Hi,
I try to use HSDS as a data collector for multiple clients, i.e. multiple devices write data to HSDS.
Each client writes data every 1s to his own domain (e.g. /clients/client0.h5).
The clients use h5pyd to access the domains and write to the arrays.
First I hosted HSDS as a docker image on a Azure VM. The yml is configured to use one servicenode and 8 datanodes.
When one client starts writing data everything runs fast.
But as soon as new clients start accessing their domains and start writing, it slows down a lot.
With one client uploading it takes about 0.02s. 8 clients uploading variies between 5s to 8s for each.
Now I switched to Kubernetes. I followed the instructions to install HSDS on Azure Kubernetes and also added Azure AD and Front Door.
I scaled HSDS on Kubernetes to 30 pods. Everything works great for up to 5-8 clients(it varies for every test run I take).
But there are at least two that take 2s to write their data. You can also see the send/write time increasing when number of clients accessing rises.
Can somebody relate and give me tip? Where could this come from?
Am I missing something?
There could be several different reason for the slowdown… If you grep the logs, do you see any WARN or ERROR messages? When HSDS starts to throttle the load (by emitting 503 errors), you’ll see a WARN line in the log.
For Docker if you run “docker stats” do you see one or more of the HSDS containers with high CPU load? By default the runall.sh script creates just one SN container. Since all requests route through it, the SN container can get overwhelmed when there are too many clients. You can setup HSDS with multiple SN containers, but you’ll need a mechanism to distribute requests between the different ports (i.e. with 4 SN’s, you’d have ports 5001,5002,5003, and 5004 by default).
Kubernetes will load balance between the different HSDS pods, so I’d think that would work better with your scenario. Are you running the clients as Kubernetes pods or externally?

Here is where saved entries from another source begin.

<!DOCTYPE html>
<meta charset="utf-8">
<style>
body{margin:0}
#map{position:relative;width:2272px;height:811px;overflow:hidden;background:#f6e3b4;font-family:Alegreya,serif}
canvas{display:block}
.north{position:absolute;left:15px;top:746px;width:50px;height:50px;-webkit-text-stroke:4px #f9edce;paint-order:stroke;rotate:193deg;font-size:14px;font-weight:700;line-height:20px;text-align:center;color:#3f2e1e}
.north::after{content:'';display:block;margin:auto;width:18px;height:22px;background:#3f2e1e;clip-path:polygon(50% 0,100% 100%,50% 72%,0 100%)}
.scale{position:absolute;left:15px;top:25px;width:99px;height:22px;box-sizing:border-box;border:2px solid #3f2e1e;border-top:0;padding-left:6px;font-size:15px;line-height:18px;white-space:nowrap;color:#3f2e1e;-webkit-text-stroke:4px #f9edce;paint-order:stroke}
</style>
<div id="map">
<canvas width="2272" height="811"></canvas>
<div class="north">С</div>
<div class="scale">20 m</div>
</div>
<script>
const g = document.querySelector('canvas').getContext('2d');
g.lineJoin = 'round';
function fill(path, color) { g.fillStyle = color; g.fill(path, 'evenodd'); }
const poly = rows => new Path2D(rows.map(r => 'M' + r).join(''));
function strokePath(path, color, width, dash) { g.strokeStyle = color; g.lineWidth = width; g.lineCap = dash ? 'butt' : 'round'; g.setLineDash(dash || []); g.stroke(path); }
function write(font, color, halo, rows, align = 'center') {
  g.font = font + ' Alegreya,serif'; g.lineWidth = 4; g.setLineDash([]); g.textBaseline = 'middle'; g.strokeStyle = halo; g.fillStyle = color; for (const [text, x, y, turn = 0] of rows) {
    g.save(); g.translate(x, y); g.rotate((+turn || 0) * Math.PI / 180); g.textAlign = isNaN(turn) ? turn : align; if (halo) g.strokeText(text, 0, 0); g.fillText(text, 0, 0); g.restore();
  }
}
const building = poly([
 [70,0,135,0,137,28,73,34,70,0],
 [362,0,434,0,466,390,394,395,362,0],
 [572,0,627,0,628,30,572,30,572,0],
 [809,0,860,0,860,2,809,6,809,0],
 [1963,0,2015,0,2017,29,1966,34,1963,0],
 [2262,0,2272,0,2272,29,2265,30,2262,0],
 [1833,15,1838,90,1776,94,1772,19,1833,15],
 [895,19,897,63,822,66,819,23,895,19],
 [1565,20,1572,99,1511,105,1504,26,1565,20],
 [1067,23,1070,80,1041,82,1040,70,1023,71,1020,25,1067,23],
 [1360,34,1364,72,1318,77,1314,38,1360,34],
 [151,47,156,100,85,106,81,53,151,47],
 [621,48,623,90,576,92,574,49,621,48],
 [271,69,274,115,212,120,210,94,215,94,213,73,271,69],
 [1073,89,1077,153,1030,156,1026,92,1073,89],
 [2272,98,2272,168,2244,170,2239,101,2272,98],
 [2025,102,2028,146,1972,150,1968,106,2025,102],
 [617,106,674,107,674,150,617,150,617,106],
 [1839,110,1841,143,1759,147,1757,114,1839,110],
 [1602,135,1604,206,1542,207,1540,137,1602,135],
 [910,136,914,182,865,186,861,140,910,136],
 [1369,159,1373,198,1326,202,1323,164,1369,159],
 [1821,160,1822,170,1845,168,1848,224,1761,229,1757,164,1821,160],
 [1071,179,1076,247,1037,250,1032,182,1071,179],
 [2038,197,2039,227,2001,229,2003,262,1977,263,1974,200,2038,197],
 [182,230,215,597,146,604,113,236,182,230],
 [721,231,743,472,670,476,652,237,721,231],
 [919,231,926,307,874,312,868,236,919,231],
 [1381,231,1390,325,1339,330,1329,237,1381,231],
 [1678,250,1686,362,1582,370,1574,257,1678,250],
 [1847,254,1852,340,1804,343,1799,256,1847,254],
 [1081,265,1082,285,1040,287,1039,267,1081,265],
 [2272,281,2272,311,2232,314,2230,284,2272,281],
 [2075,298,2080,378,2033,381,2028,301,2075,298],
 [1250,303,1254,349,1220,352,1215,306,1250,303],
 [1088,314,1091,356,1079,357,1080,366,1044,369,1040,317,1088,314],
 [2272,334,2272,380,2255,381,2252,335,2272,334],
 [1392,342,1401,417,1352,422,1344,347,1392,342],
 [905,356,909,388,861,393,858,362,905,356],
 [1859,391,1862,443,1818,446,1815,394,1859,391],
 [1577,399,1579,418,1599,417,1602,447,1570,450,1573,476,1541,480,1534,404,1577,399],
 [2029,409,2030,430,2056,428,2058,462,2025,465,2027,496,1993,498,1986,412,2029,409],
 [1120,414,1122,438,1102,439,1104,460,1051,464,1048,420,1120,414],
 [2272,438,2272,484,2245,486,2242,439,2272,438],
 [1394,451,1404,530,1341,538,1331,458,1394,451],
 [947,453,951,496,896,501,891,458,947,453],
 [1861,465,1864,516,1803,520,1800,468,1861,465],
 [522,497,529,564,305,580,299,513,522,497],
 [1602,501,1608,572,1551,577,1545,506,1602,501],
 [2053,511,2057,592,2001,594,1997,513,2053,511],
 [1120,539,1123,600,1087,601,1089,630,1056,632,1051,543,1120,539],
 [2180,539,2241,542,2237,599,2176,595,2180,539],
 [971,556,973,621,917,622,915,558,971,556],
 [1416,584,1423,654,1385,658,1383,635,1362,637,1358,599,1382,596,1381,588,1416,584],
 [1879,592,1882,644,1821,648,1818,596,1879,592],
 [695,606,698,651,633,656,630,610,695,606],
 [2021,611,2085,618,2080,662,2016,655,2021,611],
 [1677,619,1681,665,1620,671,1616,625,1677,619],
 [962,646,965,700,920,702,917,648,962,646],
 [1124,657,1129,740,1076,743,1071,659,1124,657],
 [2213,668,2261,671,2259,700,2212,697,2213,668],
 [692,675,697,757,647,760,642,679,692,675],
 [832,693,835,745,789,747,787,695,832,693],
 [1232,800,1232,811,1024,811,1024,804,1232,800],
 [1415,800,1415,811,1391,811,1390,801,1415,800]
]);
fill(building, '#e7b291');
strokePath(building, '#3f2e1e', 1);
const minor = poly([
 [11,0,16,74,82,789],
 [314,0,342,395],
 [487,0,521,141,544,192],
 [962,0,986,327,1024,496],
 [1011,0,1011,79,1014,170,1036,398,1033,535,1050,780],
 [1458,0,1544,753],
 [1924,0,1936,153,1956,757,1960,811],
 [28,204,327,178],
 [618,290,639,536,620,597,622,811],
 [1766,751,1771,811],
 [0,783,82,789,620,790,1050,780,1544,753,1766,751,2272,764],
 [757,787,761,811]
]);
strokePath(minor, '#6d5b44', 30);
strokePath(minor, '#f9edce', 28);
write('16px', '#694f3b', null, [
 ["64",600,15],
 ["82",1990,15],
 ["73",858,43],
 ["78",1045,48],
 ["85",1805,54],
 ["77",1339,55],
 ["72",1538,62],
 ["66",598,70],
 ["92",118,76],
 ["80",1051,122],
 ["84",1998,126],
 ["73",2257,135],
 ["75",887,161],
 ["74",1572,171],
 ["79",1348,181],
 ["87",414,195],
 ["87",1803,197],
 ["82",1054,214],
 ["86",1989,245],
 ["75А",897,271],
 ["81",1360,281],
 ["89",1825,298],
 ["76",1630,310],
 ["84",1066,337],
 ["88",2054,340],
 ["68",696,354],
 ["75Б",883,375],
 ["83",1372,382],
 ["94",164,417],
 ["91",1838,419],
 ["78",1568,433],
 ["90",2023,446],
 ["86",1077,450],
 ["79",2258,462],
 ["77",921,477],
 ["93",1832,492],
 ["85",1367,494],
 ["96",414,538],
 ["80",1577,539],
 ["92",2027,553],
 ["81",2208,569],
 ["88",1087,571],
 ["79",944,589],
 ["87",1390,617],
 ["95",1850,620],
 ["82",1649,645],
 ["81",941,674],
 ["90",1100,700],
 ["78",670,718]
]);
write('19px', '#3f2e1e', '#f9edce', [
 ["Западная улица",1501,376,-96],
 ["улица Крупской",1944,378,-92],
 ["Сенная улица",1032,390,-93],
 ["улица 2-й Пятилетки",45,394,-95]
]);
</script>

If the latter, the Kubernetes ingress could be the bottleneck. Running clients as Kubernetes pods should work better as there is no ingress to contend with.
Lastly if you clients and/or storage are on a different machine, check the how much I/O you are seeing. Obviously once get close to the bandwidth limits of the network, that will be the limiting factor.
Could you post a code sample for your client? I can try to replicate your setup.
Thank you so much for the quick and detailed reply.
With the Docker approach I already thought that the one SN is probably the bottleneck for all the requests.
Since the load balancing is handled by Kubernetes I will focus on that.
In my testing, the clients are currently on different Azure VMs and continuously writing to four arrays (overall like 15000 values) every second.
I’ve been playing with the number of pods and node pool size in Kubernetes in the meantime. It seems like 30 pods is not enough. If I increase the pod count to 100 and distribute it across multiple machines in the node pool, I no longer have the slowdown. So I think I need to optimize my Kubernetes setup.
I thought of HSDS because auf the data format and ease of use in python.
That’s why I wanted to try it out and see if it fits my application.
Thanks for the suggestion, I will also have a look at Azure Event Hubs.
Your Kubernetes investigation is interesting – One HSDS pod can use at most 2 core’s worth of CPU, so if you are getting better performance with more VMs in your cluster (with lower utilization per VM) it seems like the bottle neck is something other than CPU or memory. Network bandwidth will scale with the number of VMs, so it would be worth while to look at the net I/O usage on the VMs and see if that is what is maxed out.
This is not strictly related to performance, but is your client extending the size of the array with each write? There’s a bit of a race condition with multiple writers. Consider this code:
num_rows = 15000
extent = dset.space[0]
dset.extend(extent + num_rows, axis=0). # increase the size of the first dimension
dset[extent:extent+num_rows] = more_data # write to the new rows
This works for with one writer, but if you have multiple writers, you’ll run into problems with the additional rows not actually getting added and/or data getting overwritten depending on the order of how requests get processed by HSDS. There’s a dset.append() operation in h5pyd that does an atomic extend and write, but it’s only supported for 1D datasets.